Сливаясь с их песнями, тихо звучал высокий голосок нового человека:
— У нас по уезду воды много — с десяток речек текёт, а земли маловато и — неродимая, так народ наш по миру разбегается весь почти. Били нас в старину поляки, только мы с того боя ничему не выучились, — однако бабы чулки на продажу вяжут да колбасы делают — Москва эти колбасы помногу ест! А мужики больше вздыхают: очень-де трудно жить на земле этой; бог — не любит, начальство — не уважает, попы — ничему не учат, самим учиться — охоты нет, и никак невозможно понять, на что мы родились и какое удовольствие в Тупом Углу жить?
Он кидал во все стороны косенькие свои глазки, вежливенько улыбался, бил ладонями комаров и, не уставая, точил слова, а они текли, звеня, точно тонкая струйка воды из худого ведра.

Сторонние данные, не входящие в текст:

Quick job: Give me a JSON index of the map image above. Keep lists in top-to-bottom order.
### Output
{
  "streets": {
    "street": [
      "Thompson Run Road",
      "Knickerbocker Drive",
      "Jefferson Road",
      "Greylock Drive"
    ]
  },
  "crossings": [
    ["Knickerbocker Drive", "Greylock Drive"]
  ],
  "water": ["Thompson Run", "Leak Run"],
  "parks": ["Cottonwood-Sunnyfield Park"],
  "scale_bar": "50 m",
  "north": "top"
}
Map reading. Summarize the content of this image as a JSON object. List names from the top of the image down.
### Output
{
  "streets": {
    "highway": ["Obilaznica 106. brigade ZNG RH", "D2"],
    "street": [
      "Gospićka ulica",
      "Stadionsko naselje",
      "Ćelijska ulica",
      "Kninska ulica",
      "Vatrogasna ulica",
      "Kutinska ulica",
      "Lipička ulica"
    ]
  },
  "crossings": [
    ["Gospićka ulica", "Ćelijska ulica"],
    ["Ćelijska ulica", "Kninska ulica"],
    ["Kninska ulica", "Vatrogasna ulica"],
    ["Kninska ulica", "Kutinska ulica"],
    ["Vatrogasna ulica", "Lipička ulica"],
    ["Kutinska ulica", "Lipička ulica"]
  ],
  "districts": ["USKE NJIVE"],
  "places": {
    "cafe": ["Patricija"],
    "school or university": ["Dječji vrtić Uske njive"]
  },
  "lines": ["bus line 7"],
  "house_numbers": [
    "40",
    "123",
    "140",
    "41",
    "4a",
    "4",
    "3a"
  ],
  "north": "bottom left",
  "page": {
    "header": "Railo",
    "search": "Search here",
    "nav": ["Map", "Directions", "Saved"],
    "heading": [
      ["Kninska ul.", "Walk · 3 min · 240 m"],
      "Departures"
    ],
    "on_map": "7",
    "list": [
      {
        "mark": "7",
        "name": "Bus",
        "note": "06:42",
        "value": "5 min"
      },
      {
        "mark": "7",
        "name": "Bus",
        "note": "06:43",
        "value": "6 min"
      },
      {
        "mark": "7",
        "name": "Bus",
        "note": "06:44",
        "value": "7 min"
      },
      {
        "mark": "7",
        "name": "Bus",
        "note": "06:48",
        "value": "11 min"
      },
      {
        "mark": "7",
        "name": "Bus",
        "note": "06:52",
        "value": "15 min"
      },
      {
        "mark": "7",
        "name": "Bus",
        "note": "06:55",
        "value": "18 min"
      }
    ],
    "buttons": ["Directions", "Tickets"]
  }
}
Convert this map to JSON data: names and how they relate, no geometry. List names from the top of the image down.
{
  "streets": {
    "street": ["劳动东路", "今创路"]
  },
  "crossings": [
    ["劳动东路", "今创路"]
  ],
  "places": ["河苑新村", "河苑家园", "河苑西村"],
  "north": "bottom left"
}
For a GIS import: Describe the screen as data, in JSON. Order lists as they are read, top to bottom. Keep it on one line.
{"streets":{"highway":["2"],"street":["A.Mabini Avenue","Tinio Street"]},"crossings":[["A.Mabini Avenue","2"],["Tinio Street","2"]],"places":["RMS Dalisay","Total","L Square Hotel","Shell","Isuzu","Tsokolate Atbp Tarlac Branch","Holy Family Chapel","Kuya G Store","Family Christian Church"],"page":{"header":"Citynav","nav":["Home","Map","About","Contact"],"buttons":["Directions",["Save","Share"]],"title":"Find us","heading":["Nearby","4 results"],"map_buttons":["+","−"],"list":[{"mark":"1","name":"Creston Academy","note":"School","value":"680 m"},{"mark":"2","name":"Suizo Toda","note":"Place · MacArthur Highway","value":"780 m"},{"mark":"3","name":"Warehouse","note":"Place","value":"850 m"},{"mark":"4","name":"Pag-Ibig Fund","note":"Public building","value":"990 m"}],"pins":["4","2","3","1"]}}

— Люди, так скажу, — сидячей породы; лет по пятидесяти думают — сидя — как бы это хорошенько пожить на земле? А на пятьдесят первом — ножки протянут и помирают младенчиками, только одно отличие, что бородёнки седенькие.
Над садом неподвижно стоит луна, точно приклеилась к мутному небу. Тени коротки и неуклюжи, пыльная листва деревьев вяло опущена, всё вокруг немотно томится в знойной, мёртвой тишине. Только иногда издали, с болота, донесётся злой крик выпи или стон сыча, да в бубновской усадьбе взвоет одичалый кот, точно пьяный слободской парень.
Постоялка сидит согнувшись, спрятав лицо, слушает речь Тиверцева, смотрит, как трясётся его ненужная бородка, как он передвигает с уха на ухо изжёванный картуз; порою она спросит о чём-нибудь и снова долго молчит, легонько шлёпая себя маленькой ладонью по лбу, по шее и по щекам.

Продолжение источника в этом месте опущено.